======== Source data ========

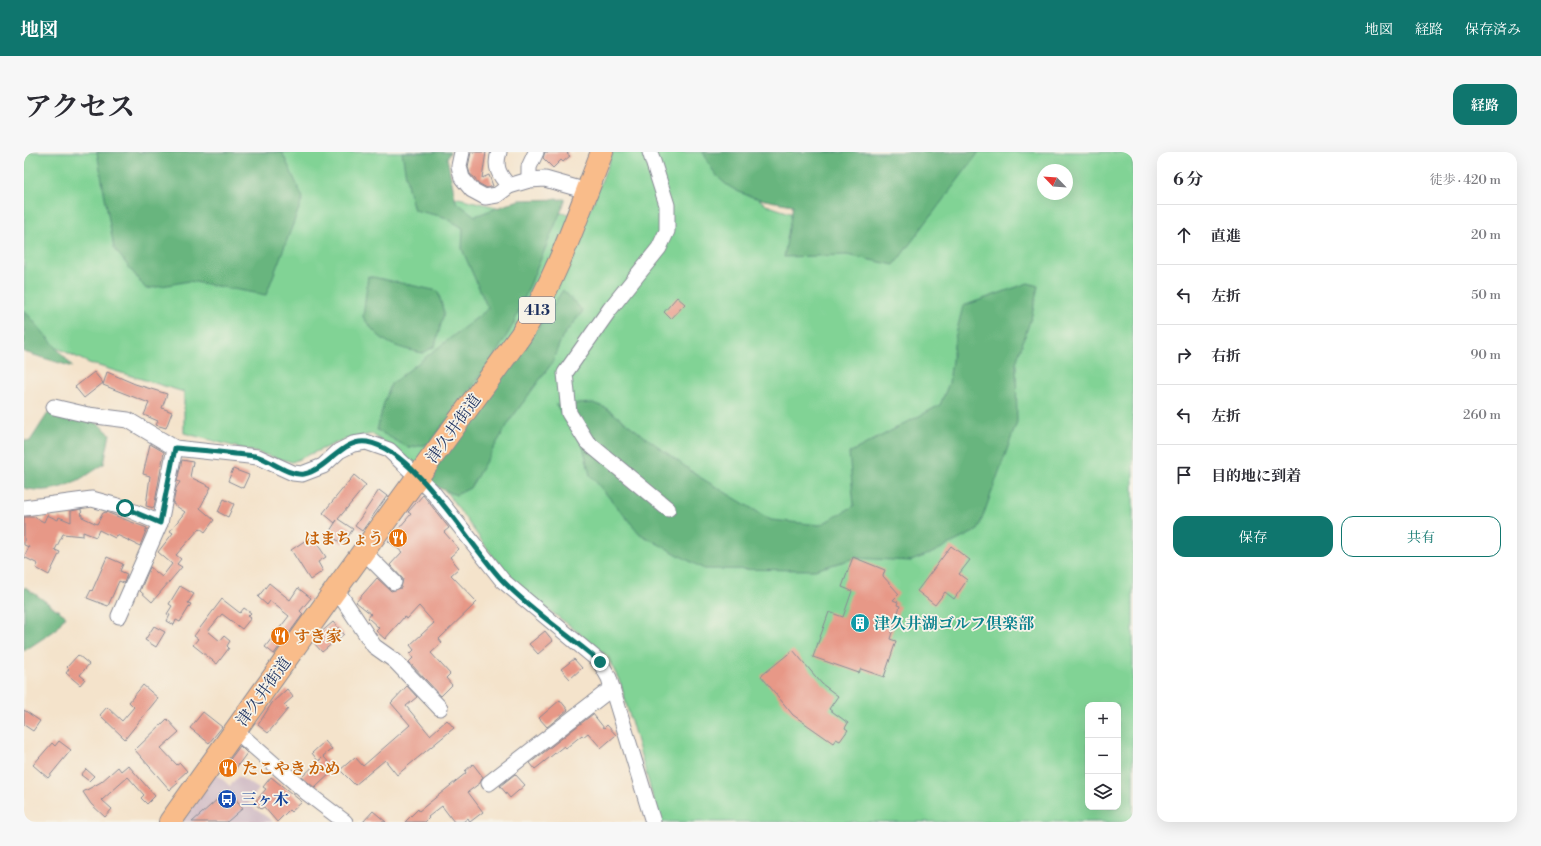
<!DOCTYPE html>
<html lang="ja">
<meta charset="utf-8">
<style>
body{margin:0;font-family:"Libre Bodoni","Noto Serif JP",serif;background:#f7f7f7;color:#2b2b33}
.controls{position:absolute;right:12px;bottom:12px;display:grid;overflow:hidden;border-radius:8px;box-shadow:0 4px 16px #0002}
.controls button{width:36px;height:36px;display:grid;place-items:center;padding:0;border:0;border-bottom:1px solid #e1e1e2;background:#fff;color:#2b2b33;font:20px sans-serif}
.compass{position:absolute;left:1013px;top:12px;width:36px;height:36px;border-radius:50%;background:#fff;box-shadow:0 4px 16px #0002;rotate:295deg}
.stop{position:absolute;width:12px;height:12px;margin:-9px;border:3px solid #0f766e;border-radius:50%;background:#fff}
.stop.end{background:#0f766e;border-color:#fff;box-shadow:0 1px 4px #0008}
.list{margin:0;padding:0;list-style:none}
h2{display:flex;justify-content:space-between;align-items:center;height:52px;margin:0;padding:0 16px;font-size:17px}
h2 small{font-size:13px;font-weight:400;color:#7c7c81}
.list li{display:grid;grid-template-columns:26px 1fr auto;gap:12px;align-items:center;box-sizing:border-box;height:60px;padding:0 16px;border-top:1px solid #e1e1e2}
.list b{display:block;font-size:15px;white-space:nowrap}
.list em{font-size:13px;font-style:normal;color:#7c7c81}
.actions{display:flex;gap:8px;padding:12px 16px}
.actions a{flex:1;padding:9px 0;border:1px solid #0f766e;border-radius:12px;text-align:center;font-size:14px;color:#0f766e}
.actions .main{background:#0f766e;color:#fff}
.icon{flex:none;width:22px;height:22px;fill:none;stroke:currentColor;stroke-width:2;stroke-linecap:round;stroke-linejoin:round}
.map{position:relative;flex:none;width:1109px;height:670px;overflow:hidden;border-radius:12px}
header{display:flex;align-items:center;gap:24px;box-sizing:border-box;height:56px;padding:0 20px;background:#0f766e;color:#fff}
header strong{font-size:19px}
nav{display:flex;gap:22px;margin-inline-start:auto;font-size:14px}
.intro{display:flex;align-items:center;justify-content:space-between;box-sizing:border-box;height:96px;padding:0 24px}
h1{margin:0;font-size:28px}
.button{padding:10px 18px;border-radius:12px;background:#0f766e;color:#fff;font-size:14px;font-weight:700}
main{display:flex;gap:24px;padding:0 24px}
aside{flex:1;background:#fff;border-radius:12px;box-shadow:0 4px 16px #0002}
.map>svg:first-child{display:block}
.industrial{fill:#d2bdc6}
.green{fill:#81d395;stroke:#4e817a;fill-rule:evenodd}
.forest{fill:#68b57e;stroke:#42726e}
.building{fill:#e79887}
.lines{fill:none;stroke-linecap:round;stroke-linejoin:round}
.minor-casing{stroke:#888994;stroke-width:17}
.highway-casing{stroke:#888994;stroke-width:24}
.minor{stroke:#fff;stroke-width:15}
.highway{stroke:#f9bc8a;stroke-width:22}
.route{stroke:#0f766e;stroke-width:5}
.labels{text-anchor:middle;stroke-width:3.5;stroke-linejoin:round;paint-order:stroke}
.shield{fill:#f7f3e8;stroke:#5d6a87;stroke-width:1}
.shield-label{font-size:15px;font-weight:bold;fill:#1b2f5e}
.street-label{font-size:16px;fill:#1b2f5e;stroke:#f7f3e8}
.food-label{font-size:16px;font-weight:bold;fill:#c56008;stroke:#f7f3e8;text-anchor:start}
.culture-label{font-size:16px;font-weight:bold;fill:#0d838f;stroke:#f7f3e8;text-anchor:start}
.transit-label{font-size:16px;font-weight:bold;fill:#164399;stroke:#f7f3e8;text-anchor:start}
</style>
<header>
<strong>地図</strong>
<nav><a>地図</a><a>経路</a><a>保存済み</a></nav>
</header>
<div class="intro"><h1>アクセス</h1><a class="button">経路</a></div>
<main>
<div class="map">
<svg width="1109" height="670" viewBox="0 0 1109 670">
<rect width="100%" height="100%" fill="#f7f3e8"/>
<filter id="ink" filterUnits="userSpaceOnUse"><feTurbulence type="fractalNoise" baseFrequency=".025" numOctaves="2"/><feDisplacementMap in="SourceGraphic" scale="8" xChannelSelector="R" yChannelSelector="G"/><feConvolveMatrix kernelMatrix="1 2 1 2 8 2 1 2 1" color-interpolation-filters="sRGB"/></filter>
<filter id="wash" filterUnits="userSpaceOnUse"><feTurbulence type="fractalNoise" baseFrequency=".012" numOctaves="4" result="noise"/><feDisplacementMap in="SourceGraphic" scale="16" xChannelSelector="R" yChannelSelector="G"/><feGaussianBlur stdDeviation="0.9" result="paint"/><feColorMatrix in="noise" values="0 0 0 0 0 0 0 0 0 0 0 0 0 0 0 0 0 1.4 0 .05"/><feComposite in="paint" operator="in"/></filter>
<g filter="url(#wash)">
<rect width="100%" height="100%" fill="#f4e3cb"/>
<!-- industrial -->
<path class="industrial" d="M191,621l15,13 8,-10 21,13 -11,15 26,18h-93z"/>
<!-- green -->
<path class="green" d="M0,0h401l12,41 68,16 83,6 25,-63h91l62,53 80,27 96,-80h191v670h-473l-40,-140 -13,-26 -38,-31 -47,-35 -27,-31 -56,-77 -67,-48 -29,6 -51,22 -108,-29v-41l-95,-29 -65,-31zM1019,18h24v24h-24zM1064,553h30v102h-30z"/>
<!-- forest -->
<g class="forest">
<path d="M73,0h185l21,46 -37,97 -77,-14 -43,8 -32,-41z"/>
<path d="M378,0h48l-3,6 9,44 19,14 44,-16 47,-1 -53,126 -21,35 -63,84 -20,4 -32,-18 7,-27 7,-19 97,-75 -26,-60 1,-21 -19,-11 -30,-7 -6,-22z"/>
<path d="M679,0h276l-85,113 -47,-10 -63,2 9,-52c-27,-5 -56,-7 -76,-29 -6,-7 -10,-17 -14,-24z"/>
<path d="M344,124l70,15 6,22 -9,33 -12,7c-30,-6 -42,-10 -60,-36z"/>
<path d="M1004,131l10,3 -6,29 -16,48 1,59 -39,108 -46,23 -21,8 -56,-3 -40,12 -111,-1 -64,-35 -50,-59 -7,-29 -27,-41 37,-2 13,5 92,68 73,44 49,5 34,-19 -5,-53 91,-48 9,-22 6,-45 8,-32z"/>
<path d="M539,138l20,21 -21,26 -10,26 -41,56 -41,69 -14,7 -33,-14 103,-135z"/>
<path d="M0,158l49,57 -49,-15z"/>
<path d="M26,258l47,13 13,11 -6,30c-25,17 -49,32 -80,24v-48l6,1z"/>
<path d="M1,435l41,29 -12,15 -30,20v-63z"/>
</g>
<g id="blocks">
<!-- building -->
<g class="building">
<path d="M447,0h15l-4,26 7,-3 4,11 -6,2 -9,-5 -3,-5 -5,-4 -2,-7z"/>
<path d="M521,0h24l-2,2 3,2 -7,6 -2,-2 -8,8 -10,-10z"/>
<path d="M653,145l8,7 -14,15 -7,-7z"/>
<path d="M70,220l9,11 -19,15 -9,-11z"/>
<path d="M83,220l28,12 32,10 -5,14 10,4 -6,16 -10,-3 2,-4 -14,-6 5,-12 -46,-18z"/>
<path d="M126,292l14,8 -10,56 -8,-2 4,-30 -7,-2z"/>
<path d="M158,308l11,2 -3,15 21,10 -11,21 14,12 -9,12 -5,-4 -24,27 5,4 -4,5 5,3 -30,35 -12,-11 10,-24 12,10 10,-13 -14,-12 15,-19 -3,-2 15,-19 -12,-8 3,-16 4,-6 -3,-1z"/>
<path d="M209,317l16,6 -6,13 -15,-7z"/>
<path d="M330,323l12,10 -28,34 15,10 -10,15 -15,-10 9,-14 -2,3 -12,-10z"/>
<path d="M355,338l8,6 -25,35 -7,-5z"/>
<path d="M399,343l26,33 -5,4 15,17 -9,8 9,11 -8,7 26,27 -38,37 3,4 -11,10 19,21 -4,4 6,7 -11,11 -32,-34 4,-4 -3,-4 4,-4 -4,-5 24,-22 -15,-17 -12,13 -3,-2 -19,22 -9,-8 3,-3 -11,-10 3,-4 -15,-12 21,-24 14,13 10,-3 2,-9 -13,-14 12,-13 -14,-11 23,-27 -3,-2z"/>
<path d="M200,347l10,5 -6,13 -10,-5z"/>
<path d="M57,357l1,8 15,7 6,-11 3,-1 41,16 -7,18 -23,-11 -2,3 -16,-8 -3,7 -13,-5v4l-20,-2 -8,16 5,2 -11,23 -13,-7 2,-4 -14,-7 5,-10 -5,-2v-28h10l10,5 3,-7 11,5 1,-3 12,5v-11z"/>
<path d="M288,384l14,21 -8,5 5,9 -13,9 -19,-30z"/>
<path d="M927,394l19,14 -11,14 8,6 -13,19 -9,-7 -10,13 -18,-14z"/>
<path d="M83,405l16,7 -3,7 7,3 -3,9 -5,-2 -11,25 -21,-8 4,-8 1,1z"/>
<path d="M829,405l32,13 -2,6 16,18 -6,6 5,2 -1,3 3,1 -10,33 6,2 -12,36 -23,-8 -2,4 -46,-16 16,-45 14,5 9,-26 -10,-4z"/>
<path d="M245,431l21,17 8,-12 13,10 -11,13 3,3 -29,40 -9,-7 24,-31 -19,-15 -3,4 -9,-8z"/>
<path d="M156,434l14,8 -6,9 3,1 -11,18 -4,-2 -2,5 -7,-4 3,-6 -3,-1 5,-8 -3,-2z"/>
<path d="M198,447l18,14 4,-5 7,5 -3,3 3,2 -9,11 -20,-15 -14,17 12,10 4,-5 6,5 -3,5 2,2 -12,16 -24,-19 5,-6 -4,-3z"/>
<path d="M309,470l11,12 -22,18 -9,-10 6,-8z"/>
<path d="M130,474l11,6 -9,15 -11,-7z"/>
<path d="M521,479l8,10 -15,13 -9,-10z"/>
<path d="M769,498l29,34 16,12 -9,13 19,14 -3,5 3,2 -8,11 -4,-2 -3,4 -40,-28 -32,-39z"/>
<path d="M54,503l11,9 -9,11 5,4 -5,6 -14,-12 3,-4 -2,-2z"/>
<path d="M550,507l8,9 -12,11 -9,-10z"/>
<path d="M119,533l15,13 -33,41 -25,-24 7,-8 15,14 12,-14 -5,-5z"/>
<path d="M383,534l10,11 -11,9 24,29 17,-15 7,8 -57,47 -12,-15 -30,25 -15,-15 15,-13 8,9 47,-41 -19,-22z"/>
<path d="M263,537l6,8 -9,8 4,4 -20,24 -10,-8 14,-22z"/>
<path d="M536,548l8,10 -21,17 -8,-9z"/>
<path d="M0,558l16,11 -7,10 -9,-6z"/>
<path d="M179,560l19,15 -13,16 -19,-15z"/>
<path d="M569,562l11,14 3,-3 9,10 -15,13 -13,-15 -5,4 -1,-2 -16,13 -2,-2 -29,23 -5,-6z"/>
<path d="M143,567l12,13 -18,16 16,17 3,-2 7,8 -11,10 2,2 -8,7 -35,-40z"/>
<path d="M35,589l12,9 -23,28 -15,-13 19,-22 3,3z"/>
<path d="M301,589l7,8 -9,7 12,13 -20,19 -13,-11 20,-19 -4,3 -6,-8z"/>
<path d="M216,594l7,7 -17,23 -8,-6z"/>
<path d="M449,612l10,13 -3,6 -12,9 15,20 -13,10 -2,-4 -5,4h-9l-12,-16 -14,11 1,1 -4,4h-20l13,-13 1,2 47,-38 -1,-2z"/>
<path d="M104,613l27,31 -8,8 -6,-6 3,-3 -16,-18 -26,23 10,9 -7,8 -14,-13 -8,-12 18,-10 17,-15 3,4z"/>
<path d="M62,617l8,7 -5,5 -8,-6z"/>
<path d="M491,622l10,11 -15,13 -10,-12z"/>
<path d="M247,625l31,25 -11,10 -2,-2 -12,12 -13,-15 -3,2 -7,-6 12,-14 -3,-2z"/>
<path d="M204,638l15,18 -16,14h-35z"/>
<path d="M349,659l13,11h-23z"/>
</g>
</g>
</g>
<g filter="url(#ink)">
<use href="#blocks" fill-opacity="0" stroke="#888994" stroke-width="1"/>
<g class="lines">
<defs>
<g id="minor">
<path d="M438,0l-3,14 3,12 10,12 13,7 12,-2 12,-9 20,-6 16,-1 42,12"/>
<path d="M475,0c-5,15 0,23 10,34"/>
<path d="M626,0l17,53v26l-8,17 -49,61 -45,64 4,40 18,29 81,67"/>
<path d="M505,28v-13l7,-15"/>
<path d="M30,255l34,8 40,5 47,28 -15,75 -41,93"/>
<path d="M151,296l83,9 35,16 9,1 21,-8 16,-15 14,-7 13,-2 23,8 42,40 72,91 97,81 9,16 44,144"/>
<path d="M0,356l68,-9 33,9 35,15"/>
<path d="M339,399l31,31"/>
<path d="M312,437l38,57 21,15 45,47"/>
<path d="M211,578l72,63 38,29"/>
<path d="M465,631l123,-95"/>
</g>
<path id="highway" d="M146,670l166,-233 185,-254c36,-57 57,-121 81,-183"/>
</defs>
<!-- minor casing -->
<use href="#minor" class="minor-casing"/>
<!-- highway casing -->
<use href="#highway" class="highway-casing"/>
<!-- minor -->
<use href="#minor" class="minor"/>
<!-- highway -->
<use href="#highway" class="highway"/>
</g>
</g>
<g class="lines" filter="url(#ink)">
<!-- route -->
<path class="route" d="M101,356l35,15 15,-75c20,2 40,3 60,6 8,1 17,1 24,3 14,5 30,19 45,17 23,-4 39,-36 63,-32 49,8 103,105 137,140 29,30 65,53 96,80"/>
</g>
<!-- icons -->
<defs>
<symbol id="restaurant-disc" viewBox="-11 -11 22 22"><circle r="9.5" fill="#e8710a" stroke="#f7f3e8"/><path d="M-5-6h1v4h1v-4h1v4h1v-4h1v5L-1.5 .5V6h-2V.5L-5-1ZM5-6V6H3V1.5H1.5Q1.5-4 5-6Z" fill="#fff"/></symbol>
<symbol id="building-disc" viewBox="-11 -11 22 22"><circle r="9.5" fill="#0f9aa8" stroke="#f7f3e8"/><path d="M-4-6H4V6H1V3H-1V6H-4ZM-2.5-4.3h1.7v1.8h-1.7ZM.8-4.3h1.7v1.8H.8ZM-2.5-1h1.7V.8h-1.7ZM.8-1h1.7V.8H.8Z" fill="#fff"/></symbol>
<symbol id="bus-disc" viewBox="-11 -11 22 22"><circle r="9.5" fill="#1a4fb4" stroke="#f7f3e8"/><path d="M-5-6H5V4H4V6H2V4H-2V6H-4V4H-5ZM-3.5-4V0h7V-4ZM-3.5 1.2v1.5H-2V1.2ZM2 1.2v1.5H3.5V1.2Z" fill="#fff"/></symbol>
</defs>
<g fill-rule="evenodd">
<use href="#restaurant-disc" x="363" y="375" width="22" height="22"/>
<use href="#building-disc" x="825" y="460" width="22" height="22"/>
<use href="#restaurant-disc" x="245" y="473" width="22" height="22"/>
<use href="#restaurant-disc" x="193" y="605" width="22" height="22"/>
<use href="#bus-disc" x="192" y="636" width="22" height="22"/>
</g>
<g class="labels">
<!-- shield labels -->
<rect class="shield" x="495" y="145" width="36" height="26" rx="3"/>
<g class="shield-label">
<text x="513" y="163">413</text>
</g>
<!-- street labels -->
<g class="street-label">
<text transform="translate(429 276) rotate(-54)" y="6">津久井街道</text>
<text transform="translate(239 539) rotate(-54)" y="6">津久井街道</text>
</g>
<!-- food labels -->
<g class="food-label">
<text x="360" y="392" text-anchor="end">はまちょう</text>
<text x="270" y="490">すき家</text>
<text x="218" y="622">たこやき かめ</text>
</g>
<!-- culture labels -->
<g class="culture-label">
<text x="850" y="477">津久井湖ゴルフ倶楽部</text>
</g>
<!-- transit labels -->
<g class="transit-label">
<text x="217" y="653">三ヶ木</text>
</g>
</g>
</svg>
<div class="controls">
<button>+</button>
<button>−</button>
<button><svg class="icon" aria-label="layers" viewBox="0 0 24 24"><path d="M12 4l9 5-9 5-9-5zM3 14l9 5 9-5"/></svg></button>
</div>
<svg class="compass" viewBox="-18 -18 36 36"><path d="M0-13l5 13h-10z" fill="#e53935"/><path d="M0 13l5-13h-10z" fill="#7c7c81"/></svg>
<div class="stop" style="left:101px;top:356px"></div>
<div class="stop end" style="left:576px;top:510px"></div>
</div>
<aside>
<h2>6 分<small>徒歩 · 420 m</small></h2>
<ul class="list">
<li><svg class="icon" aria-label="ahead" viewBox="0 0 24 24"><path d="M12 20V5M6 11l6-6 6 6"/></svg><div><b>直進</b></div><em>20 m</em></li>
<li><svg class="icon" aria-label="left" viewBox="0 0 24 24"><path d="M17 20v-9H6M10 6l-5 5 5 5"/></svg><div><b>左折</b></div><em>50 m</em></li>
<li><svg class="icon" aria-label="right" viewBox="0 0 24 24"><path d="M7 20v-9h11M14 6l5 5-5 5"/></svg><div><b>右折</b></div><em>90 m</em></li>
<li><svg class="icon" aria-label="left" viewBox="0 0 24 24"><path d="M17 20v-9H6M10 6l-5 5 5 5"/></svg><div><b>左折</b></div><em>260 m</em></li>
<li><svg class="icon" aria-label="arrive" viewBox="0 0 24 24"><path d="M6 21V4h12l-3 4 3 4H6"/></svg><div><b>目的地に到着</b></div></li>
</ul>
<div class="actions"><a class="main">保存</a><a>共有</a></div>
</aside>
</main>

========

* _Assigned task_: Reading the records above, count the lines that include "bottom" and say only how many.

* _Expected answer_: 2